While the protests in Egypt are politically motivated, there is also little doubt that the rage of the populace there, as well as in Tunisia, Yemen, Algeria and elsewhere, is being inflamed by the huge and volatile increases in basic food prices.
While the seeds for huge percentage increases in corn, wheat, sugar, coffee and of course oil are based in some fundamental supply shortages, they have been unnecessarily hypercharged by the influx of investor money, speculative energy and the panic of governments trying to stockpile basic foods and quench the growing hostility of its people.
We've seen this movie before, in 2007-2008, but it hasn't looked nearly as bad as this. Massively spiking commodity price inflation, before the global financial collapse, was a far easier problem to find solutions for and contain. Now, with practically all Western governments in the midst of austerity budgeting, less money is available to help Middle Eastern and other emerging nations find adequate and subsidized supplies.
But this movie rerun is in widescreen Technicolor: the across-the-board food price increases have never seen this kind of spike before, ever.
Wheat is up 75% in the last 12 months, corn up a little more. Coffee is up 85% and cotton a spectacular 140%.

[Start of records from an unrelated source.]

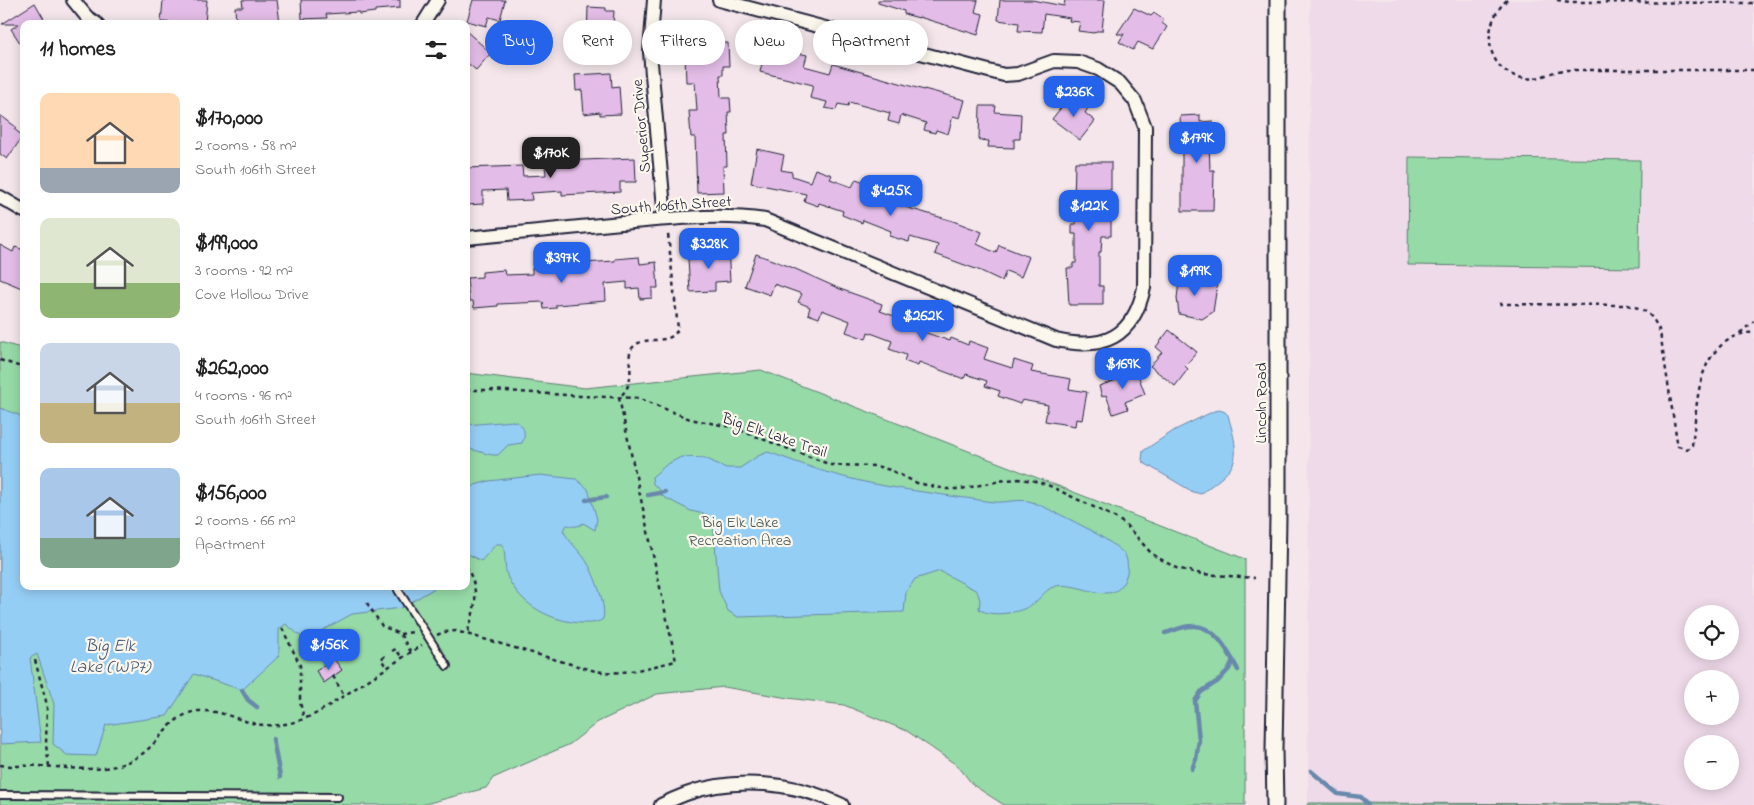 <!DOCTYPE html>
<html lang="en">
<head>
<meta charset="utf-8">
<style>
	:root { --surface:#fff; --page:#f2f2f2; --text:#222; --muted:#767676; --accent:#2563eb }
	body { margin:0; font-family:"Indie Flower",sans-serif; background:var(--page); color:var(--text); height:100vh; display:flex; flex-direction:column; font-size:19px; white-space:nowrap }
	* { box-sizing:border-box; margin:0 }
	p { font-size:16px; color:var(--muted) }
	.icon { flex:none; width:28px; height:28px; fill:none; stroke:currentColor; stroke-width:2; stroke-linecap:round; stroke-linejoin:round }
	.map { position:relative; flex:1; overflow:hidden }
	.drawer { position:absolute; left:20px; top:20px; width:450px; height:570px; display:flex; flex-direction:column; background:var(--surface); border-radius:10px; box-shadow:0 2px 12px #0003 }
	.drawer>* { flex:none }
	.banner { position:absolute; left:485px; top:20px; width:475px; height:45px; display:flex; gap:10px }
	.tools { position:absolute; left:1684px; top:605px; display:grid; gap:10px }
	.tools a { display:grid; place-items:center; width:55px; height:55px; border-radius:50%; background:var(--surface); box-shadow:0 2px 12px #0003; font-size:25px }
	.price { position:absolute; translate:-50% -42px; padding:0 11px; border-radius:10px; background:var(--accent); color:#fff; font-size:16px; line-height:32px; filter:drop-shadow(0 1px 2px #0008) }
	.price::after { content:''; position:absolute; left:50%; top:30px; width:15px; height:11px; margin-left:-8px; background:inherit; clip-path:polygon(0 0,100% 0,50% 100%) }
	.price.selected { background:#222; color:#fff }
	ul { padding:0; list-style:none }
	li { display:flex; align-items:center; gap:15px; height:125px; padding:0 20px }
	li span { display:grid; place-items:center; flex:none; width:140px; height:100px; border-radius:10px; color:#555 }
	li>.icon { margin-inline-start:auto }
	span .icon { width:60px; height:60px; fill:#fffc; stroke-width:1 }
	li b { font-size:21px }
	h2 { display:flex; justify-content:space-between; align-items:center; height:60px; padding:0 20px; font-size:21px }
	.pill { padding:0 18px; border-radius:22px; background:var(--surface); box-shadow:0 2px 12px #0003; font-size:18px; line-height:45px }
	.pill.selected { background:var(--accent); color:#fff }
	.map>svg:first-child { display:block }
</style>
</head>
<body>
<div class="map">
<svg width="1754" height="805" viewBox="0 0 1754 805">
	<rect width="100%" height="100%" fill="#f4e6ea"/>
	<filter id="ink" filterUnits="userSpaceOnUse"><feTurbulence type="fractalNoise" baseFrequency=".02" numOctaves="2"/><feDisplacementMap in="SourceGraphic" scale="10" xChannelSelector="R" yChannelSelector="G"/><feConvolveMatrix kernelMatrix="1 2 1 2 8 2 1 2 1" color-interpolation-filters="sRGB"/></filter>
	<g filter="url(#ink)">
		<!-- built -->
		<path fill="#efdae9" fill-rule="evenodd" d="M1310,0H1754V805L1308,803ZM1692,614H1730V651H1692ZM1692,679H1730V716H1692ZM1692,744H1730V781H1692Z"/>
		<!-- green -->
		<g fill="#96daa7" stroke="#5c7e71">
			<path d="M1409,157L1640,160L1639,268L1408,265Z"/>
			<path d="M0,342L24,349V586H466V373L585,388L761,370L1245,559V805H1004L973,785L958,766L907,731L844,705L788,698L724,687L657,694L598,722L570,744L493,778L486,788L421,805H0Z"/>
			<path d="M1308,803L1668,804V805H1307Z"/>
		</g>
		<!-- water -->
		<g fill="#95cef5" stroke="#6789ab">
			<path d="M0,408L19,415L24,423V586H438L401,608L352,614L305,640L286,624L279,629V656L242,690L194,674L167,716L106,725L96,756L67,755L53,744L54,704L37,654L30,658L41,742L0,744Z"/>
			<path d="M1220,410L1225,412L1228,415C1232,431 1241,454 1230,469C1223,478 1210,486 1201,494L1193,492L1144,463L1142,460L1143,451L1175,430L1214,411Z"/>
			<path d="M513,421C524,424 527,433 522,443L508,445L498,455C487,456 477,449 466,449V425Z"/>
			<path d="M768,452C794,461 819,471 844,477C881,487 919,491 957,497C969,498 982,501 994,502C1007,503 1019,498 1032,502C1050,509 1118,541 1126,557C1128,563 1128,571 1126,576C1116,612 1077,578 1053,587C1045,590 1039,600 1033,604C1021,613 991,618 979,609L980,600L977,591L940,571L915,579L906,592L904,612L738,617L728,611L719,591L713,520L708,515L691,511L662,496L660,490L653,484L652,477L666,465L681,457L705,458L726,468H740L758,456Z"/>
			<path d="M540,475L576,479L588,489L597,519L595,530L583,523C577,528 574,526 567,525L563,530C568,541 578,549 585,559C593,571 607,605 603,619C596,624 589,623 581,623C551,621 522,606 508,578C503,567 507,554 502,544H496L481,561L466,553V492L475,485L489,481Z"/>
		</g>
		<g fill="none" stroke-linecap="round" stroke-linejoin="round">
			<!-- stream -->
			<g stroke="#6789ab" stroke-width="4.5">
				<path d="M648,495L665,492"/>
				<path d="M586,500L606,497"/>
				<path d="M1165,633C1173,631 1183,626 1192,626C1215,624 1229,653 1238,670"/>
				<path d="M242,690L248,700L257,707"/>
				<path d="M273,739L280,777"/>
				<path d="M1192,769L1196,759L1199,740L1195,701L1201,692L1218,681L1229,669L1233,660"/>
				<path d="M1311,771L1338,794L1361,797L1368,805"/>
			</g>
		</g>
		<!-- building -->
		<g fill="#e3bde7" stroke="#22223b">
			<path d="M163,0H207L205,24L161,22Z"/>
			<path d="M242,0H277L280,23L236,24L235,7H243Z"/>
			<path d="M301,0H400V8L375,10V12L359,14V12L326,14L327,18L302,19Z"/>
			<path d="M473,0H505L500,20L489,17L486,26L467,21Z"/>
			<path d="M878,0H978L975,12L983,14L978,35L919,17V18L904,14V11L878,3Z"/>
			<path d="M1000,0H1032L1064,6L1065,0H1105L1102,31H1096L1094,33L1078,31L1080,22L1069,21L1070,18L1044,14L1042,32L1018,31L1019,23L998,20Z"/>
			<path d="M35,3L47,24H24V49L11,29L19,24H2Z"/>
			<path d="M588,7L606,8V11H614L613,26H617L616,54L597,53L598,46H592V41L587,40Z"/>
			<path d="M1134,8L1151,16L1154,13L1164,20L1162,23L1167,27L1153,49L1138,42L1133,50L1119,42L1124,34H1117Z"/>
			<path d="M466,31L491,53L476,70L466,62Z"/>
			<path d="M721,38V43H728L729,66H723V75H720L721,98H730L731,112H728L729,135H726L727,166H723L724,192L697,193L695,137H691L689,111H697L695,82H686L685,56H693V39Z"/>
			<path d="M775,48L807,55L804,66L830,73L833,64L924,90V89L965,100L960,118L953,116L948,134L936,130L935,133L924,130L926,123L901,115L899,124L888,121L890,113L849,102L848,106L838,104L836,110L825,108L827,102L810,98L813,85L760,72L765,49L774,52Z"/>
			<path d="M611,73L612,87L619,86L621,114L600,115V112L584,114L582,90L576,91L575,75Z"/>
			<path d="M1071,95L1088,108L1085,113L1095,121L1080,140L1052,119Z"/>
			<path d="M980,106H996L995,112L1021,114L1020,139H1014V148L988,147L989,141L979,140Z"/>
			<path d="M0,115L16,127L14,129L23,136L7,159L0,154Z"/>
			<path d="M1200,115V122L1213,121V141H1209L1210,170H1214L1213,211H1182V156L1180,116Z"/>
			<path d="M757,149L784,155L781,170L792,172V176L810,182L815,169L832,175L830,179L852,187L856,179L867,183L864,190L889,200L888,202L953,221L982,232L977,244L996,253L999,245L1029,257L1021,277L1006,271L1002,281L981,271L935,254L938,245L910,237L909,242L889,236L891,231L863,220L862,223L842,215L843,211L819,203L818,206L804,201L806,194L751,183Z"/>
			<path d="M635,158L636,182H620V192L562,195V191L531,193L532,200L507,201L506,190L483,191V204L466,205V168L522,166L523,176L546,175L545,165H559L558,161Z"/>
			<path d="M1075,162H1111V190H1105V214H1111V236H1102L1101,252H1099V286H1103V305H1069L1067,268H1073V263H1076V234H1072V224H1076L1077,202H1074Z"/>
			<path d="M0,245L13,252L15,247L24,250V289L0,279Z"/>
			<path d="M728,249L730,281L715,282V291L690,292L688,259L704,258V250Z"/>
			<path d="M756,254L791,267L840,289L882,304L880,311L900,318L902,313L925,322L921,331L950,341L951,338L968,345L969,341L988,348L984,359L1012,368L1014,360L1033,366L1031,372L1071,379L1069,389L1087,392L1082,420L1076,419L1075,426L1045,421L1048,405L1022,400L1020,404L998,396L1000,391L985,386L987,381L966,374L964,379L919,362L918,366L904,361L906,355L889,349L892,341L868,332L866,339L846,332L850,321L822,310L819,318L808,314L810,307L798,302L802,294L774,284L770,295L745,286Z"/>
			<path d="M639,257L640,264L656,262L658,288H652V298L640,299L639,288L627,289V282L605,284L606,301L556,305V308L544,309L543,302L498,304V306L474,308L473,301H469L467,278L482,277V272L504,270L505,275L532,274V268L567,266V264L615,261V259Z"/>
			<path d="M1180,274L1198,276L1197,283L1217,286L1213,312L1202,319L1179,314L1177,298Z"/>
			<path d="M1169,330L1197,352L1185,366L1188,369L1175,386L1150,366L1162,352L1156,347Z"/>
			<path d="M1135,367L1145,394L1125,402L1128,409L1113,414L1106,395L1102,397L1099,386L1117,380L1115,374Z"/>
			<path d="M334,659L342,670L324,683L316,671Z"/>
		</g>
		<g fill="none" stroke-linecap="round" stroke-linejoin="round">
			<defs>
				<g id="service">
					<path d="M398,590L447,666"/>
					<path d="M0,795L338,797"/>
				</g>
				<g id="minor">
					<path d="M73,0L87,17L97,24"/>
					<path d="M654,0L650,52L665,219"/>
					<path d="M423,24L438,0"/>
					<path d="M0,197L24,211"/>
					<path d="M466,238C518,233 570,228 621,223C670,219 717,213 765,220L1056,340C1104,351 1133,337 1144,288L1145,127L1135,101L1120,83L1098,69L1078,62L1054,61L1018,74L1004,75L719,0"/>
					<path d="M661,805C669,801 678,797 686,794C735,776 795,782 842,805"/>
				</g>
				<path id="tertiary" d="M1275,805L1274,750L1278,517V0"/>
			</defs>
			<!-- service casing -->
			<use href="#service" stroke="#22223b" stroke-width="10"/>
			<!-- minor casing -->
			<use href="#minor" stroke="#22223b" stroke-width="16"/>
			<!-- tertiary casing -->
			<use href="#tertiary" stroke="#22223b" stroke-width="19"/>
			<!-- path -->
			<g stroke="#22223b" stroke-width="2.5" stroke-dasharray="4 4" stroke-linecap="butt">
				<path d="M1507,0C1481,23 1483,71 1523,78C1538,81 1549,72 1563,70H1754"/>
				<path d="M1557,0L1570,2L1754,3"/>
				<path d="M1499,304L1627,305C1646,309 1652,314 1660,332L1677,441L1678,446L1688,449L1692,445C1698,408 1694,358 1732,338C1739,334 1746,332 1754,333"/>
				<path d="M1740,333L1754,321"/>
				<path d="M0,360L24,368"/>
				<path d="M466,390H490L580,396L638,398L690,419L731,427L831,465L876,466L890,470L917,483L946,489H961L1005,480L1019,479L1035,481L1048,485L1114,517L1125,524L1152,554L1176,568L1202,574L1255,578"/>
				<path d="M466,566C481,592 475,608 467,634"/>
				<path d="M367,603L382,626L400,634L411,652"/>
				<path d="M282,628L300,665V702L304,719"/>
				<path d="M400,634L413,632"/>
				<path d="M437,635L444,632L456,631L595,671C623,676 649,667 676,661L619,398C625,392 629,386 630,378C632,368 626,355 633,347C645,334 670,347 678,329L668,234"/>
				<path d="M392,651L396,649L402,658"/>
				<path d="M385,656L381,659L387,668"/>
				<path d="M35,660L47,705L46,745L49,766"/>
				<path d="M333,676L344,696"/>
				<path d="M0,765C13,767 25,765 38,766C72,767 107,776 139,756C160,743 171,714 198,711C215,710 227,715 242,720C270,730 294,725 319,712L422,645"/>
			</g>
			<!-- service -->
			<use href="#service" stroke="#fbf7ec" stroke-width="6"/>
			<!-- minor -->
			<use href="#minor" stroke="#fbf7ec" stroke-width="12"/>
			<!-- tertiary -->
			<use href="#tertiary" stroke="#fbf7ec" stroke-width="15"/>
		</g>
	</g>
	<g text-anchor="middle" stroke-width="4.5" stroke-linejoin="round" paint-order="stroke">
		<!-- street labels -->
		<g font-size="16" fill="#22223b" stroke="#fbf7ec">
			<text transform="translate(640 126) rotate(-95)" y="6">Superior Drive</text>
			<text transform="translate(671 204) rotate(-4)" y="6">South 106th Street</text>
			<text transform="translate(1260 403) rotate(-90)" y="6">Lincoln Road</text>
			<text transform="translate(775 434) rotate(19)" y="6">Big Elk Lake Trail</text>
		</g>
		<!-- park labels -->
		<g font-size="16" fill="#45595b" stroke="#fbf7ec">
			<text x="740" y="527">Big Elk Lake<tspan x="740" dy="18">Recreation Area</tspan></text>
		</g>
		<!-- water labels -->
		<g font-size="18" font-style="italic" fill="#445673" stroke="#fbf7ec">
			<text x="110" y="651">Big Elk<tspan x="110" dy="21">Lake (WP7)</tspan></text>
		</g>
	</g>
</svg>
<div class="tools">
<a><svg class="icon" aria-label="locate" viewBox="0 0 24 24"><circle cx="12" cy="12" r="6"/><path d="M12 2v4M12 18v4M2 12h4M18 12h4"/></svg></a>
<a>+</a>
<a>−</a>
</div>
<b class="price" style="left:1074px;top:118px">$236K</b>
<b class="price" style="left:1197px;top:164px">$179K</b>
<b class="price selected" style="left:551px;top:179px">$170K</b>
<b class="price" style="left:891px;top:217px">$425K</b>
<b class="price" style="left:1089px;top:232px">$122K</b>
<b class="price" style="left:709px;top:270px">$328K</b>
<b class="price" style="left:562px;top:284px">$397K</b>
<b class="price" style="left:1195px;top:297px">$199K</b>
<b class="price" style="left:923px;top:342px">$262K</b>
<b class="price" style="left:1123px;top:390px">$169K</b>
<b class="price" style="left:329px;top:671px">$156K</b>
<div class="banner">
<a class="pill selected">Buy</a>
<a class="pill">Rent</a>
<a class="pill">Filters</a>
<a class="pill">New</a>
<a class="pill">Apartment</a>
</div>
<section class="drawer">
<h2>11 homes<svg class="icon" aria-label="filters" viewBox="0 0 24 24"><path d="M4 7h16M4 17h16"/><circle cx="9" cy="7" r="2"/><circle cx="15" cy="17" r="2"/></svg></h2>
<ul>
<li><span style="background:linear-gradient(#ffd9b3 75%,#9aa5b1 0)"><svg class="icon" aria-label="home" viewBox="0 0 24 24"><path d="M3 11l9-7 9 7M6 9v11h12V9"/></svg></span><div><b>$170,000</b><p>2 rooms · 58 m²</p><p>South 106th Street</p></div></li>
<li><span style="background:linear-gradient(#dfe7d0 65%,#8fb573 0)"><svg class="icon" aria-label="home" viewBox="0 0 24 24"><path d="M3 11l9-7 9 7M6 9v11h12V9"/></svg></span><div><b>$199,000</b><p>3 rooms · 92 m²</p><p>Cove Hollow Drive</p></div></li>
<li><span style="background:linear-gradient(#c9d6e8 60%,#c2b280 0)"><svg class="icon" aria-label="home" viewBox="0 0 24 24"><path d="M3 11l9-7 9 7M6 9v11h12V9"/></svg></span><div><b>$262,000</b><p>4 rooms · 96 m²</p><p>South 106th Street</p></div></li>
<li><span style="background:linear-gradient(#a9c7e8 70%,#7fa58c 0)"><svg class="icon" aria-label="home" viewBox="0 0 24 24"><path d="M3 11l9-7 9 7M6 9v11h12V9"/></svg></span><div><b>$156,000</b><p>2 rooms · 66 m²</p><p>Apartment</p></div></li>
</ul>
</section>
</div>
</body>
</html>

While flooding in Australia, a drought in Russia and weak harvests in India and China are the fundamental drivers for this upwards trend, there is little doubt that investors and traders looking to diversify and capitalize on the supply shortages are moving these prices much more significantly and faster. Commodity index investment increased an estimated and whopping $80B dollars last year, bringing total long-only commodity index investment to $350B, according to Barclays. Another $30B of commodity ETF investment is also overwhelmingly long-only, as short commitment in these instruments is normally well under 5% of float.
Financial buying of commodities in indexes and ETF's, with the speed that these instruments operate, overwhelm the futures mechanisms and cause much greater volatility and overall higher prices. We've seen this roller coaster ride play itself out once already in oil, moving from 2005-2008 to $147 a barrel, only to collapse to $32 dollars in March of 2009, before re-initiating its upwards trajectory.
Whether financial investment in commodities can be absorbed by a free market or not, this kind of boom/bust cycle, now playing itself out again in other critical foodstuffs, is intensely destabilizing and threatens the order in brittle governments around the globe.
And governments have been forced to play into this struggle. Increased stockpiling of basic commodities has added to the frenzy of price increases: Algeria and Saudi Arabia have doubled their usual stockpile of wheat, Bangladesh and Indonesia have tripled orders for rice.
The mechanism for halting, or even slowing down the massive money flows into financialized commodities is lacking. Small steps on position limits and transparent clearing, mandated under Dodd-Frank legislation, have seen widespread pushback from industry advocates and trading companies. Rules for the energy markets, mandated by Dodd-Frank to be in place and operating today under the Commodity Futures Trading Commission (CFTC), are at least another year away, if they are coming at all. Very little looks to be changing.
And with very little changing, we might have to get used to these street scenes in Egypt and other emerging nations elsewhere, as rage from native populations spills over from the spiking prices of simple food basics.